◆ REQUIRED WORK:
From the data below, repeat exactly the lines from the line with "for (let i = 2;" to the line with "context.rotate((+turn || 0)", both included.

◆ INFORMATION SUPPLIED:

BEGIN

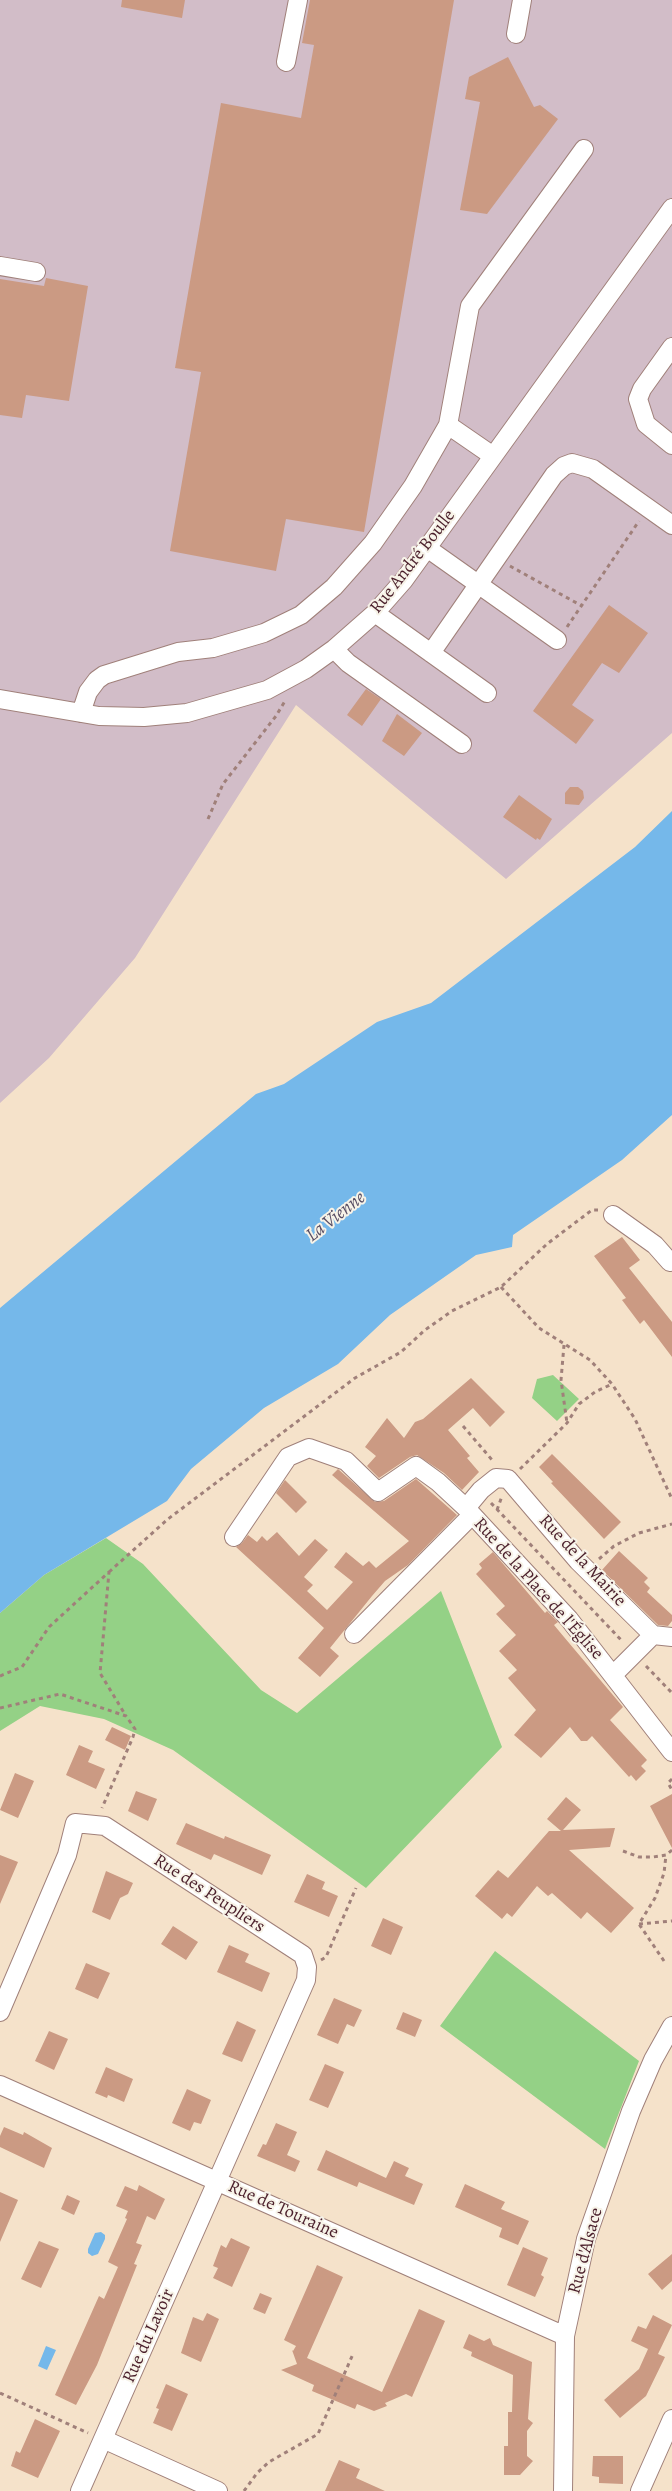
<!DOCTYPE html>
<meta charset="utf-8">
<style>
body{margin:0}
canvas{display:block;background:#f5e2ca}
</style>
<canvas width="672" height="2491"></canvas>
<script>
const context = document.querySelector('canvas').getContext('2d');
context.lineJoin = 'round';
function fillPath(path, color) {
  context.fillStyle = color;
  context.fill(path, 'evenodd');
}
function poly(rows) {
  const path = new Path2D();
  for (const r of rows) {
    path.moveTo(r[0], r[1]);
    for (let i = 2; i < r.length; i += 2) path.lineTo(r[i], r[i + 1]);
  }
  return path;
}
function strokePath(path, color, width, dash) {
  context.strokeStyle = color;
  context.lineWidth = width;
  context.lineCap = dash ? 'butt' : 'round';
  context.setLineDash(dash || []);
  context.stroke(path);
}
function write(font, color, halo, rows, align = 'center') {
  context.font = font + ' Alegreya,serif';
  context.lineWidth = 4;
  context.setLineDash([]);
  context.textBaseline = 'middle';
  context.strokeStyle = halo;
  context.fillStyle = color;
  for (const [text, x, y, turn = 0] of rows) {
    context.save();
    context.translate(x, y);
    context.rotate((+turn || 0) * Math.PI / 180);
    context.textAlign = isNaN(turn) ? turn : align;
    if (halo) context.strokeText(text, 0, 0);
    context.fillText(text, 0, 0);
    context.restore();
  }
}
fillPath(poly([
 [0,0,672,0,672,733,506,879,296,705,135,958,49,1058,0,1103]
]), '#d2bdc8');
fillPath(poly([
 [553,1375,579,1399,557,1421,532,1398,537,1379],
 [106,1538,143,1564,261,1690,297,1713,441,1591,502,1747,366,1888,173,1750,104,1719,40,1706,0,1731,0,1613,44,1575],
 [495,1951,639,2061,605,2149,440,2026]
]), '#94d186');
fillPath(poly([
 [672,811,672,1115,622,1160,513,1235,512,1247,476,1255,390,1315,338,1364,264,1408,191,1469,167,1501,44,1575,0,1613,0,1308,256,1094,284,1084,377,1022,431,1003,635,847],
 [101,2232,105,2235,105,2239,98,2254,92,2256,88,2253,88,2249,95,2233],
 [46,2346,56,2350,47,2370,38,2366]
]), '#75b8ea');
fillPath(poly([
 [122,0,185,0,182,18,121,7],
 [310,0,454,0,364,532,286,519,276,571,170,551,201,372,175,368,221,103,301,118,314,45,302,43],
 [508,57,534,107,540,105,558,119,487,214,460,210,480,102,465,99,469,77],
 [46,278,88,286,69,401,26,395,22,418,0,415,0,279,44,286],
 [609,605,648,633,619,673,602,663,572,705,594,720,576,744,533,711],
 [366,689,381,699,362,726,347,715],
 [397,714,422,733,404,756,382,741],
 [570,787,578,787,583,791,584,798,579,805,565,804,565,793],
 [519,795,552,819,540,840,537,838,536,840,503,817],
 [622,1237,640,1260,629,1268,672,1322,672,1357,644,1320,640,1324,622,1300,626,1298,594,1256],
 [471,1378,505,1412,490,1427,473,1408,448,1430,470,1456,467,1458,479,1472,462,1490,444,1473,417,1455,410,1457,379,1478,367,1466,376,1456,365,1447,387,1418,404,1438,415,1422,423,1419],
 [552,1454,621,1522,604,1539,551,1483,553,1482,539,1467],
 [338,1469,375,1502,384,1501,416,1479,457,1515,408,1565,385,1581,372,1596,330,1648,339,1656,320,1677,298,1658,324,1628,236,1547,242,1543,248,1535,257,1542,262,1536,267,1541,277,1532,299,1556,315,1539,328,1550,304,1577,313,1585,307,1591,327,1610,353,1582,334,1567,346,1552,363,1566,369,1561,376,1568,409,1541,332,1475],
 [285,1480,307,1502,296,1513,276,1493],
 [619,1551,648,1578,644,1582,650,1588,647,1592,672,1615,672,1621,668,1626,658,1625,602,1570],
 [493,1552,545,1613,547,1611,558,1622,554,1625,564,1637,623,1707,610,1720,647,1760,641,1766,646,1771,636,1781,631,1775,629,1777,592,1736,587,1741,581,1741,570,1727,541,1758,514,1735,536,1710,508,1678,517,1670,499,1651,516,1635,496,1614,505,1606,476,1574,482,1568,479,1564],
 [112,1727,131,1736,125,1750,105,1740],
 [79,1745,93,1751,88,1762,105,1769,96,1789,66,1775],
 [15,1773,34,1781,18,1818,0,1810],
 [136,1791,157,1799,148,1821,128,1811],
 [672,1794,672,1848,650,1806],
 [566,1797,581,1810,563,1830,615,1828,610,1847,569,1850,634,1908,611,1933,587,1912,581,1919,552,1893,548,1896,537,1886,512,1917,507,1913,502,1919,475,1896,498,1870,508,1878,549,1831,561,1831,547,1819],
 [186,1823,224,1839,225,1836,271,1855,262,1875,214,1854,211,1860,176,1844],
 [0,1855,18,1862,0,1904],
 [106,1871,133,1883,128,1894,120,1898,110,1920,92,1912],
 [307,1874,325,1882,322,1889,338,1896,329,1917,294,1902],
 [383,1918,403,1927,391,1955,371,1946],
 [173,1926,198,1942,186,1960,161,1944],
 [229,1945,249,1954,245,1962,270,1973,262,1992,217,1972],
 [86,1963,110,1973,98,1999,75,1989],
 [334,1998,362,2010,354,2027,347,2024,338,2044,317,2035],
 [403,2012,422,2020,415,2037,396,2029],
 [237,2021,256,2030,242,2062,222,2054],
 [49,2031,68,2039,54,2070,35,2061],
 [325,2064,344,2072,328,2108,309,2100],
 [106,2067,133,2079,124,2102,108,2095,107,2098,95,2093],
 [187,2089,211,2100,201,2124,194,2122,190,2131,172,2123],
 [276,2123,297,2132,287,2155,300,2161,295,2172,257,2156,263,2144,266,2145],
 [4,2127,23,2135,24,2132,52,2148,44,2168,0,2147,0,2136],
 [326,2150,386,2178,394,2161,409,2168,405,2176,423,2184,414,2205,359,2182,357,2187,317,2170],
 [465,2184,505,2202,501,2209,529,2221,518,2245,499,2237,502,2228,455,2207],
 [139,2185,165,2199,155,2220,147,2216,136,2243,142,2245,134,2264,137,2265,97,2365,76,2405,55,2395,99,2296,104,2299,118,2267,108,2262,127,2219,125,2218,128,2211,116,2206,125,2186,137,2191],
 [0,2192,18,2200,0,2242],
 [67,2195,80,2201,74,2215,61,2209],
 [231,2238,250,2247,232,2287,213,2278,218,2268,213,2266,221,2245,226,2248],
 [39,2241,59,2249,41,2288,21,2279],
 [523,2247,548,2258,541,2275,544,2277,535,2297,507,2285],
 [672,2254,672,2281,662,2290,648,2274],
 [317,2265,343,2277,307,2358,382,2392,419,2309,445,2321,412,2397,406,2394,385,2403,387,2406,374,2411,357,2404,355,2409,312,2391,314,2385,281,2370,297,2364,292,2350,293,2351,296,2346,284,2340],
 [260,2293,272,2298,265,2314,253,2309],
 [207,2313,219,2319,201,2362,181,2353,193,2317,203,2321],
 [653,2315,672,2325,658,2354,665,2357,646,2396,620,2418,604,2400,639,2369,648,2349,631,2341,638,2326,646,2329],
 [469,2334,484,2341,490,2338,493,2345,532,2362,528,2419,533,2423,527,2431,527,2456,533,2461,520,2475,504,2475,504,2446,508,2446,508,2412,512,2412,513,2375,471,2356,472,2352,463,2348],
 [166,2384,188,2394,172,2431,153,2423,159,2409,156,2408],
 [35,2419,60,2431,38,2478,11,2466,16,2451,20,2453],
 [593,2456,623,2456,623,2484,599,2483,599,2477,592,2476],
 [339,2460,360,2469,356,2478,385,2491,325,2491]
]), '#cb9a83');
const minor = poly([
 [516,34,522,0],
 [286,62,298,0],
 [0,266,36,272],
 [672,347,642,389,638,399,646,424,672,445],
 [493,456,448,425,470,306,584,149],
 [427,548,557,640],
 [375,613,487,693],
 [334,649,348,663,462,744],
 [431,653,554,475,564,466,572,463,593,469,672,525],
 [0,699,99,716,144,717,187,713,267,690,306,669,334,649,375,613,404,580,672,208],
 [81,713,88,692,97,680,104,675,178,652,213,648,264,633,301,615,334,587,373,543,413,486,448,425],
 [613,1215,655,1245,670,1262],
 [234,1537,288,1457,309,1448,346,1461,378,1492,416,1466,438,1482,466,1508],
 [354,1634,472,1515],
 [672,1637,653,1635,578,1561,508,1479,496,1478,481,1490,466,1508,569,1619,672,1752],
 [613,1675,653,1635],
 [0,2012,67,1855,75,1823,105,1826,303,1955,307,1967,306,1980,80,2491],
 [0,2085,565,2336],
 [103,2439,218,2491],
 [563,2491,565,2336,586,2239,631,2111,653,2060,672,2026],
 [640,2491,672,2419]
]);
strokePath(minor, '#a0807a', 20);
strokePath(poly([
 [510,566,582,606],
 [567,627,639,521],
 [208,819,223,784,276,716,285,701],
 [501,1287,539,1328,590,1360,612,1384,635,1419,672,1499],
 [564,1345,561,1380,567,1423],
 [463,1426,493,1461],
 [520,1469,567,1423,579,1404,595,1392,612,1384],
 [491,1503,623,1642],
 [497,1510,502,1496],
 [599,1559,614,1546,639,1533,672,1524],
 [109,1572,168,1519,355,1378,401,1352,425,1330,452,1311,501,1287,547,1244,592,1210,598,1210],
 [646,1666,672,1693],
 [0,1676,22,1667,49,1627,109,1572,100,1673,126,1716],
 [0,1708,60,1694,126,1716,135,1729,133,1737,102,1808],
 [672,1779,668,1783,672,1790],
 [623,1851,639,1857,653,1857,666,1855,672,1850],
 [639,1924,672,1921],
 [321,1960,326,1957,356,1888],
 [664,1961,639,1924,655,1898,664,1873,666,1855],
 [0,2393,88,2433],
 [244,2491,257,2473,269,2462,318,2434,353,2354]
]), '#a0807a', 3, [4, 4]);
strokePath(minor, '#fff', 18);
write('18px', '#4a1f2b', '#f7f3e8', [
 ["Rue André Boulle",413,562,-52],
 ["Rue de la Mairie",582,1561,47],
 ["Rue de la Place de l'Église",538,1589,48],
 ["Rue des Peupliers",209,1894,33],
 ["Rue de Touraine",283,2210,24],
 ["Rue d'Alsace",586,2251,-75],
 ["Rue du Lavoir",149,2336,-66]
]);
write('italic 19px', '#574d64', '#f7f3e8', [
 ["La Vienne",336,1217,-38]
]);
</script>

END

◆ ANSWER TO THIS EXERCISE:
    for (let i = 2; i < r.length; i += 2) path.lineTo(r[i], r[i + 1]);
  }
  return path;
}
function strokePath(path, color, width, dash) {
  context.strokeStyle = color;
  context.lineWidth = width;
  context.lineCap = dash ? 'butt' : 'round';
  context.setLineDash(dash || []);
  context.stroke(path);
}
function write(font, color, halo, rows, align = 'center') {
  context.font = font + ' Alegreya,serif';
  context.lineWidth = 4;
  context.setLineDash([]);
  context.textBaseline = 'middle';
  context.strokeStyle = halo;
  context.fillStyle = color;
  for (const [text, x, y, turn = 0] of rows) {
    context.save();
    context.translate(x, y);
    context.rotate((+turn || 0) * Math.PI / 180);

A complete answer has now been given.